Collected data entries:
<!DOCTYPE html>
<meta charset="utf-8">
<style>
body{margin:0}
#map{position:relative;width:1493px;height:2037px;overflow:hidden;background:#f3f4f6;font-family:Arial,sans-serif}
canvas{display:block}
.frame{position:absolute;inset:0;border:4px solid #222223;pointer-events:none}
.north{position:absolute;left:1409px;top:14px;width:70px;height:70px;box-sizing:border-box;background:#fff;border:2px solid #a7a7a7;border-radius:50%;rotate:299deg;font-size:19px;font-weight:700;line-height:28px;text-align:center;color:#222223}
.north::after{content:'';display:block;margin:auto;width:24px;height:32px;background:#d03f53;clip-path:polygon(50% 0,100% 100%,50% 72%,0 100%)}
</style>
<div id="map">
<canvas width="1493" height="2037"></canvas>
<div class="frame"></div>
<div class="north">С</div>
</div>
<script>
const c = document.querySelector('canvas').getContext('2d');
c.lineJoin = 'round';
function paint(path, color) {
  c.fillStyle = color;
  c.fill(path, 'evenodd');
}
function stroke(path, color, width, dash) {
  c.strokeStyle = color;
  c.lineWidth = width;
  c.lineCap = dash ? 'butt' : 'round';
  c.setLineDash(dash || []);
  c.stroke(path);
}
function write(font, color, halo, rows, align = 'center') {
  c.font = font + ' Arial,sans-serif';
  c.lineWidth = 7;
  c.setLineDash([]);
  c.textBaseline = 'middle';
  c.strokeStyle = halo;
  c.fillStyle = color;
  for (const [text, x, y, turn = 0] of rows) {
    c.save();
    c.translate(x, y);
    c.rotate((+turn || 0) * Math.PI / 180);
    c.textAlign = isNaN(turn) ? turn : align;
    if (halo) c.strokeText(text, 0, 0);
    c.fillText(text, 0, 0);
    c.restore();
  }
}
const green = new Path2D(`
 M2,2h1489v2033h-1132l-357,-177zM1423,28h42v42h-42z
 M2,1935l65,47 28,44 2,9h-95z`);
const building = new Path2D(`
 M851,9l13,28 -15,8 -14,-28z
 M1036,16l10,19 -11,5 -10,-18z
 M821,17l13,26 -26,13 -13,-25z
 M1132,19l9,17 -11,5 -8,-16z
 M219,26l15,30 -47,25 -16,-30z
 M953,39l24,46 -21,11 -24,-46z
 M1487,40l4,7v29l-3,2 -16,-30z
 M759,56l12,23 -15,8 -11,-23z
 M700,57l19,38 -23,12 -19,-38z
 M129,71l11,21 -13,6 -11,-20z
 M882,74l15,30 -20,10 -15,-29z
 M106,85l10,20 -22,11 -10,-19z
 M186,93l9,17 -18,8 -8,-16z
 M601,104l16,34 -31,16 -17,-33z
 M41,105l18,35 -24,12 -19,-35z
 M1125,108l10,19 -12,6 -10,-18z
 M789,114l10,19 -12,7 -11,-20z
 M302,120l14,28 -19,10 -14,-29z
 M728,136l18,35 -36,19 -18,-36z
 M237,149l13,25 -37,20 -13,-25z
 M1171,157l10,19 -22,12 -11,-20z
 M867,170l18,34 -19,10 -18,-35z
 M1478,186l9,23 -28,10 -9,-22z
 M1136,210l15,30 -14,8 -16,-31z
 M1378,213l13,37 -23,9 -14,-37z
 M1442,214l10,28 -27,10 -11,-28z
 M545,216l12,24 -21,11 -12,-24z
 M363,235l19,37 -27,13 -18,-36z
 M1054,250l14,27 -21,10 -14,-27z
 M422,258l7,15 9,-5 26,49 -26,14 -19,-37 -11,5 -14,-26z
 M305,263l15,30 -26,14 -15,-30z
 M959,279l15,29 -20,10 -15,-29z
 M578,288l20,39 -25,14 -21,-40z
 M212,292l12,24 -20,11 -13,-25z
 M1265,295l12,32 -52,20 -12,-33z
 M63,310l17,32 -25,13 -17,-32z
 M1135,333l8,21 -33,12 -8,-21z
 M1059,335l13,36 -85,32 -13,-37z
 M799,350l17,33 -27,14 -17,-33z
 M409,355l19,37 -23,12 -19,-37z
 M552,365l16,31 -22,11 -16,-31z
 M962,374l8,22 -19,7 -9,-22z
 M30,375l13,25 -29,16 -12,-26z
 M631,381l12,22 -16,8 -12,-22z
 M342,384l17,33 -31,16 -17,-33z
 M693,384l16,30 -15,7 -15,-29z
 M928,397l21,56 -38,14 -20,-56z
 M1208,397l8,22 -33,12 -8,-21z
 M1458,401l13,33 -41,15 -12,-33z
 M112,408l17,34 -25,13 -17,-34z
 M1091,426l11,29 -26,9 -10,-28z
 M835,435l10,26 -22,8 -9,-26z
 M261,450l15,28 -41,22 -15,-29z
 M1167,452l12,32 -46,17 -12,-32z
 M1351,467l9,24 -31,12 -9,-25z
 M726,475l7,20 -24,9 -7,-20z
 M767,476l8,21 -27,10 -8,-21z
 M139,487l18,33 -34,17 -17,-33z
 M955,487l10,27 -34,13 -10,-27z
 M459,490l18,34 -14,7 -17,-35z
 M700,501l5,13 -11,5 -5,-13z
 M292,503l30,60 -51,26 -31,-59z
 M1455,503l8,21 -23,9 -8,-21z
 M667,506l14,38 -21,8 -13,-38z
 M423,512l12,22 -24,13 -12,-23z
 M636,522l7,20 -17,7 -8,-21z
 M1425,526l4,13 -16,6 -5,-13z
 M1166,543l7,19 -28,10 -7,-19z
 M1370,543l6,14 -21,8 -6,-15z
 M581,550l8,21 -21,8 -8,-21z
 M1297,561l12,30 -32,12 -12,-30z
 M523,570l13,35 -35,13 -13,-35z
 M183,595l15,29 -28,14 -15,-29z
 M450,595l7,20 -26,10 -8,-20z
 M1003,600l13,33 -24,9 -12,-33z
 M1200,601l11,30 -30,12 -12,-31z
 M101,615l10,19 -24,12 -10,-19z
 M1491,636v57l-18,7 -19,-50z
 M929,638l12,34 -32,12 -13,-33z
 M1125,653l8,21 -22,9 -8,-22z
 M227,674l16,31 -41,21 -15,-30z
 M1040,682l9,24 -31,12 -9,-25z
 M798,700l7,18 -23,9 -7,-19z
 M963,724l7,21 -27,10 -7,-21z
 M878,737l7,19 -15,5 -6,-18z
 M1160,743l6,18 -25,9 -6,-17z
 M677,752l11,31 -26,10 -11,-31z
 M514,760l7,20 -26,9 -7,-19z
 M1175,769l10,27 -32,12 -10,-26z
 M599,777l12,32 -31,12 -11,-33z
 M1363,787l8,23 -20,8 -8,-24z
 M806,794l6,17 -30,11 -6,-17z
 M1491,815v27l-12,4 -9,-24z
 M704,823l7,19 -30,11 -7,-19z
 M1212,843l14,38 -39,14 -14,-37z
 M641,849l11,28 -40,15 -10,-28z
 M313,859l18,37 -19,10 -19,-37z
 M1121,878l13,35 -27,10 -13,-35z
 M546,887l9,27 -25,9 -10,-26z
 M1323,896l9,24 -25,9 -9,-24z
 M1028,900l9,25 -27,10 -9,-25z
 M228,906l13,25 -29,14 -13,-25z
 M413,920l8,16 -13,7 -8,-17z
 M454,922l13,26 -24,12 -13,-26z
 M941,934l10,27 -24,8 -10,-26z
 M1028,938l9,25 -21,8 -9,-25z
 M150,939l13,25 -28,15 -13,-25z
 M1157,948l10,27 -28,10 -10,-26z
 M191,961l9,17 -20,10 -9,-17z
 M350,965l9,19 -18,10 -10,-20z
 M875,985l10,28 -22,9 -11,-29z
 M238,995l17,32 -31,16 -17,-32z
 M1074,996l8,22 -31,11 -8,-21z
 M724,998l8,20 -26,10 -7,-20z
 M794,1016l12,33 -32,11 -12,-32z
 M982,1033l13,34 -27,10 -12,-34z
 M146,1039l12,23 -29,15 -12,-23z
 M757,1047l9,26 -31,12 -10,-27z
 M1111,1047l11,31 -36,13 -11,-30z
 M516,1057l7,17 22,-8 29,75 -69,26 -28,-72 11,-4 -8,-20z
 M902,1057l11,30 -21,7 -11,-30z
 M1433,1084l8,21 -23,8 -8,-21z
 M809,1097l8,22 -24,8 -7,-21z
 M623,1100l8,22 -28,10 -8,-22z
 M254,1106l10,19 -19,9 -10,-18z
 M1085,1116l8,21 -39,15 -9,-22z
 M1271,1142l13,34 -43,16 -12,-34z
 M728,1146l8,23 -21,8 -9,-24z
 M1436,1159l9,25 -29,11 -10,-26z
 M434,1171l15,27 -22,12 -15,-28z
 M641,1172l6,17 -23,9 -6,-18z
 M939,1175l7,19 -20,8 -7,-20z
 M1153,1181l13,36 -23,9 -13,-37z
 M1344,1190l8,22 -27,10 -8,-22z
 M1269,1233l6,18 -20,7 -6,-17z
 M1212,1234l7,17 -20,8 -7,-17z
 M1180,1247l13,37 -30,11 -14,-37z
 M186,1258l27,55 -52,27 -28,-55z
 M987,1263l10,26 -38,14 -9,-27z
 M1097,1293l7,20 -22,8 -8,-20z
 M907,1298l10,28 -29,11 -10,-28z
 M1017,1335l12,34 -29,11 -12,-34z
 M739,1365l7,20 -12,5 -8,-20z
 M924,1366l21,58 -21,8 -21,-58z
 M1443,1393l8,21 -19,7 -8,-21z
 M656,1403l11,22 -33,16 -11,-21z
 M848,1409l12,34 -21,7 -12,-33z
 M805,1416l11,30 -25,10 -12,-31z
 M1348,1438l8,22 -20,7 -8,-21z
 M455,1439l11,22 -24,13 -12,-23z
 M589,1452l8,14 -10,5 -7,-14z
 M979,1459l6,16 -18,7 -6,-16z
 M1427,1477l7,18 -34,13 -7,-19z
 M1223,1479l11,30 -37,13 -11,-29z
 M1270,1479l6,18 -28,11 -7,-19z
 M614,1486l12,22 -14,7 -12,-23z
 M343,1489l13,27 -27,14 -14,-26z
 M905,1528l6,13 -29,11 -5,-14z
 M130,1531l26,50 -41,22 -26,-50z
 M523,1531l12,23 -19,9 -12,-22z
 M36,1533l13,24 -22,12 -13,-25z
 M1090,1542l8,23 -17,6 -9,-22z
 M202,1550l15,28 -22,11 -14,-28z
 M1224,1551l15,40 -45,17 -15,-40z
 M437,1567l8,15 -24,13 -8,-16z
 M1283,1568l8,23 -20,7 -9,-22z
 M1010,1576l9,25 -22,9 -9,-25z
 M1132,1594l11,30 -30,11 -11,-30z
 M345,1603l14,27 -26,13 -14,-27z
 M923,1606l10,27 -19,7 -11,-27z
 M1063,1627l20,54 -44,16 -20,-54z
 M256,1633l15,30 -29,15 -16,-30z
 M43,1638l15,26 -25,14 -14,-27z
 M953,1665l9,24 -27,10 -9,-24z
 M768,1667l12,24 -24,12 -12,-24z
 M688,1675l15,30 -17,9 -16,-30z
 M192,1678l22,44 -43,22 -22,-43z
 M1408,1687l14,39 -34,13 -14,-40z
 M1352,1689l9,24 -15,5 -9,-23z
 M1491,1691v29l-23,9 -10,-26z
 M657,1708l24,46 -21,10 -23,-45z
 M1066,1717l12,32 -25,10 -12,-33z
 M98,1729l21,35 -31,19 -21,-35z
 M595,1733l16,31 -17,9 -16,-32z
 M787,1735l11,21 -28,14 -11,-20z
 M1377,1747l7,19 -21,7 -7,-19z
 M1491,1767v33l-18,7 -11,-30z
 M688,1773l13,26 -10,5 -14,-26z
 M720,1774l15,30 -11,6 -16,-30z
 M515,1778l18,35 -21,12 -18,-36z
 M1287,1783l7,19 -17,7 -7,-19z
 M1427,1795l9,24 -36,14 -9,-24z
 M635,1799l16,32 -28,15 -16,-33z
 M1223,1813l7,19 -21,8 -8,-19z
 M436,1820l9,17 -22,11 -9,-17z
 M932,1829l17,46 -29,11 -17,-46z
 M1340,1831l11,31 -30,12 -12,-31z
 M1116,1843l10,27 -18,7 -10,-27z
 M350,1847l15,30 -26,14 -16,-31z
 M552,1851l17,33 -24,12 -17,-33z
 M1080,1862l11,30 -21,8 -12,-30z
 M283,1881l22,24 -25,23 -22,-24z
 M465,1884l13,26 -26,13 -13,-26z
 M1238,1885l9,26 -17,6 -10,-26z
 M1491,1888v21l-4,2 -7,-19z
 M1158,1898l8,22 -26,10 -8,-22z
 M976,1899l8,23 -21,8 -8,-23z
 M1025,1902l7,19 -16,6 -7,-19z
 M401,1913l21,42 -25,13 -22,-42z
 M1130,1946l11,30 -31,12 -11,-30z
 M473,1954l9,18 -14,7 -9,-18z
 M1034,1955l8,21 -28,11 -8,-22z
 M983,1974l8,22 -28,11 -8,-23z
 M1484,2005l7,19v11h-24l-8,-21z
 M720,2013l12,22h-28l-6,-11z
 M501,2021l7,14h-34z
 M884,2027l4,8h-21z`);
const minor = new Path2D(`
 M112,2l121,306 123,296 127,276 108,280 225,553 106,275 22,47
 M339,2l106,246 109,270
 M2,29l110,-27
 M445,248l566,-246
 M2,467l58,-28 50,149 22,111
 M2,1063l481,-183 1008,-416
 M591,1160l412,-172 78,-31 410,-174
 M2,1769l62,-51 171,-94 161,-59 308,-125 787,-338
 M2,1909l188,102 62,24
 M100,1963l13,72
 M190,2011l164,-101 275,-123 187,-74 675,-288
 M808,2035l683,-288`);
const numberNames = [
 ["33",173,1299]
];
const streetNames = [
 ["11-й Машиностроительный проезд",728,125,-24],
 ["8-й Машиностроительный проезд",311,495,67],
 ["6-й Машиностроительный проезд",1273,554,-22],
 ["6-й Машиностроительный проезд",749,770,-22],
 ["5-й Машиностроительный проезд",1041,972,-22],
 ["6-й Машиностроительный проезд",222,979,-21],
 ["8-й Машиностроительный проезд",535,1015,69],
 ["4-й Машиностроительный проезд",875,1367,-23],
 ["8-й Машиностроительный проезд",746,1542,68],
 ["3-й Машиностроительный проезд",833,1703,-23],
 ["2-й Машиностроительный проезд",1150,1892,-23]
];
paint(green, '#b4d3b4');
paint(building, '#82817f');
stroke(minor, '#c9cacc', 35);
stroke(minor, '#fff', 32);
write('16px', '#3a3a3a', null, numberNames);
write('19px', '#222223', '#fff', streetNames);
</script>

...

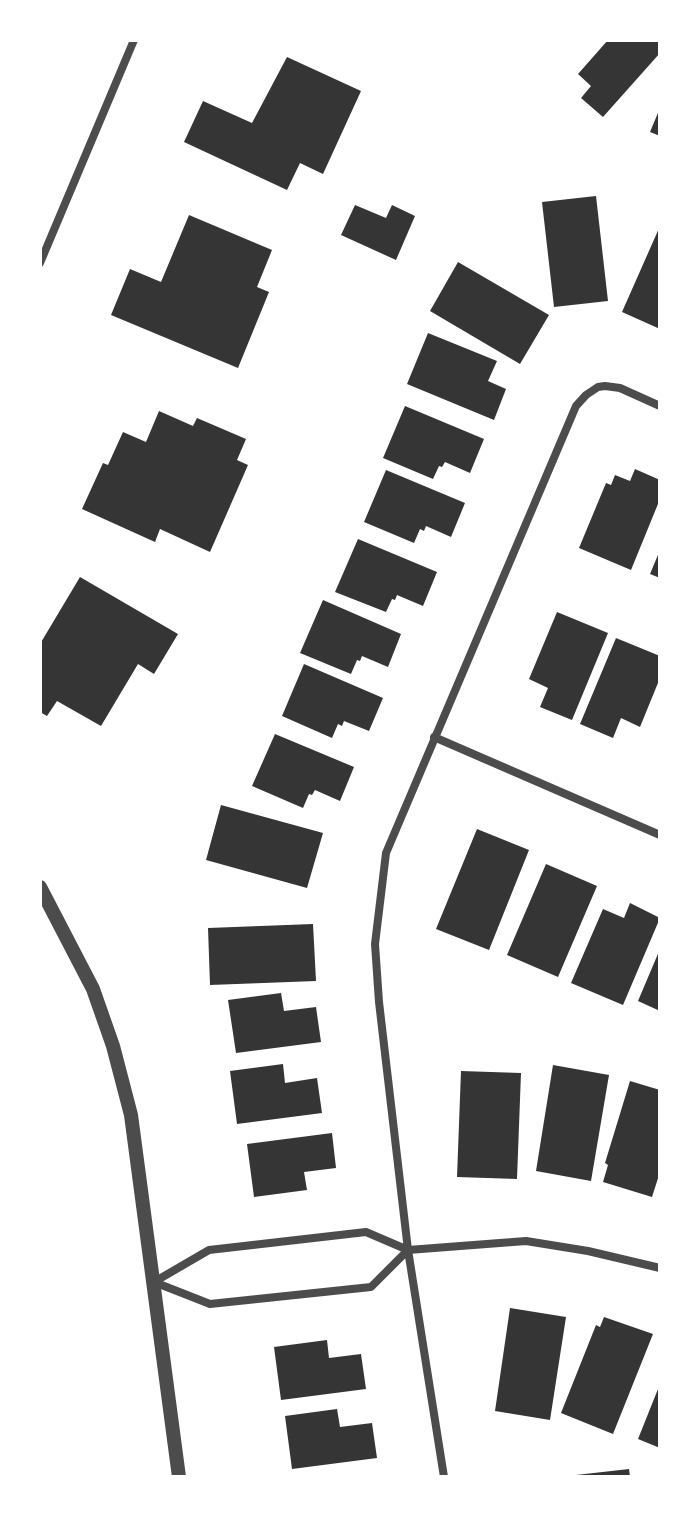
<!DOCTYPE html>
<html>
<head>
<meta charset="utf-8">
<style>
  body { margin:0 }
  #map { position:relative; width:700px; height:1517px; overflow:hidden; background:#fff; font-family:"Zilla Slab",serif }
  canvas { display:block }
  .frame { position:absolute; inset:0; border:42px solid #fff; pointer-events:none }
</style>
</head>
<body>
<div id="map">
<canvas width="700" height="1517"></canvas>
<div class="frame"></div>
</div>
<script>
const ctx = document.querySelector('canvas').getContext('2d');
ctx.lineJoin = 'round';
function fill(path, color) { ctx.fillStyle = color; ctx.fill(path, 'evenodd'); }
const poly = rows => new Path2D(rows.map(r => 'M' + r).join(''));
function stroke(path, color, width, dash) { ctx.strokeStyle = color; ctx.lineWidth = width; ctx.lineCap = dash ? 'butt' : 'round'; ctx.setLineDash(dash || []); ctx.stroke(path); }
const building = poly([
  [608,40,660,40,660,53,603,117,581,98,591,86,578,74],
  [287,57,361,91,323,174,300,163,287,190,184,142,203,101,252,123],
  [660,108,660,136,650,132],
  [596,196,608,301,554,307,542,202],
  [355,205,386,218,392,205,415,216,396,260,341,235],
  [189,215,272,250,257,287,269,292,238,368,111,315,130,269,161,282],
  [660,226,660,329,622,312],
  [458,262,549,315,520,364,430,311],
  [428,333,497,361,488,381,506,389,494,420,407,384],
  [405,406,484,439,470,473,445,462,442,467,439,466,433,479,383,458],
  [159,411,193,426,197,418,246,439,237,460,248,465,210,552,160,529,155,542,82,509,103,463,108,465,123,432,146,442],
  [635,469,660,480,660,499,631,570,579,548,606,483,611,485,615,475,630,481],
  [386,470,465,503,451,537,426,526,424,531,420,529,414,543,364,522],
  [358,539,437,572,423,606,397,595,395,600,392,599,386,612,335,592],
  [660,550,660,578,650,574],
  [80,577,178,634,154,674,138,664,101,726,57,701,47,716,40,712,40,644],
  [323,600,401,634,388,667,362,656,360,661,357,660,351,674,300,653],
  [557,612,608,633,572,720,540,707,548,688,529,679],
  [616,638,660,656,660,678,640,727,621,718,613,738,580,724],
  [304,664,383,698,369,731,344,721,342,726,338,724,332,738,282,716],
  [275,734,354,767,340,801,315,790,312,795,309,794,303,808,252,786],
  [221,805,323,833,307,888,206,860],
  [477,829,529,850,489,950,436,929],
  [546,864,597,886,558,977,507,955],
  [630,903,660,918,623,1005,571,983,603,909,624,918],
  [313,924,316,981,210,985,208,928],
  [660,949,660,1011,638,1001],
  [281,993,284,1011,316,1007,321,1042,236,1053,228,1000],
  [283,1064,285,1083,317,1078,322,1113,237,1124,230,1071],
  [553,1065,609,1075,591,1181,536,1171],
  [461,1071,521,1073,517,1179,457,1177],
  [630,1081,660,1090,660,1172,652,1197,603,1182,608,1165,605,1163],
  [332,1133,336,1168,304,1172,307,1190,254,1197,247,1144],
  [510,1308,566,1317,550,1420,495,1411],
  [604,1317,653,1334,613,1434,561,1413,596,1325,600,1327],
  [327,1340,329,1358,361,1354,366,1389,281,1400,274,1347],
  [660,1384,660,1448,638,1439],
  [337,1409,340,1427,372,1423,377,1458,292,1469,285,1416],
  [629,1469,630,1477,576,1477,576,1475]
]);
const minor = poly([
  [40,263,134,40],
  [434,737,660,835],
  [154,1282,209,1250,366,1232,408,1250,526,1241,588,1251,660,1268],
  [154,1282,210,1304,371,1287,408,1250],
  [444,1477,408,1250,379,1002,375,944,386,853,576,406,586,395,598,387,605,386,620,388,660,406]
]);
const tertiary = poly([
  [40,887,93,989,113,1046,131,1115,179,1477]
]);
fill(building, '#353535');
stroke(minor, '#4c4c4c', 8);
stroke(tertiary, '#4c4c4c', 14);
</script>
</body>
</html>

WHAT YOU WILL DO:
For the string "querySelector", tally the lines above that contain it and give only the figure.

EXERCISE ANSWER:
2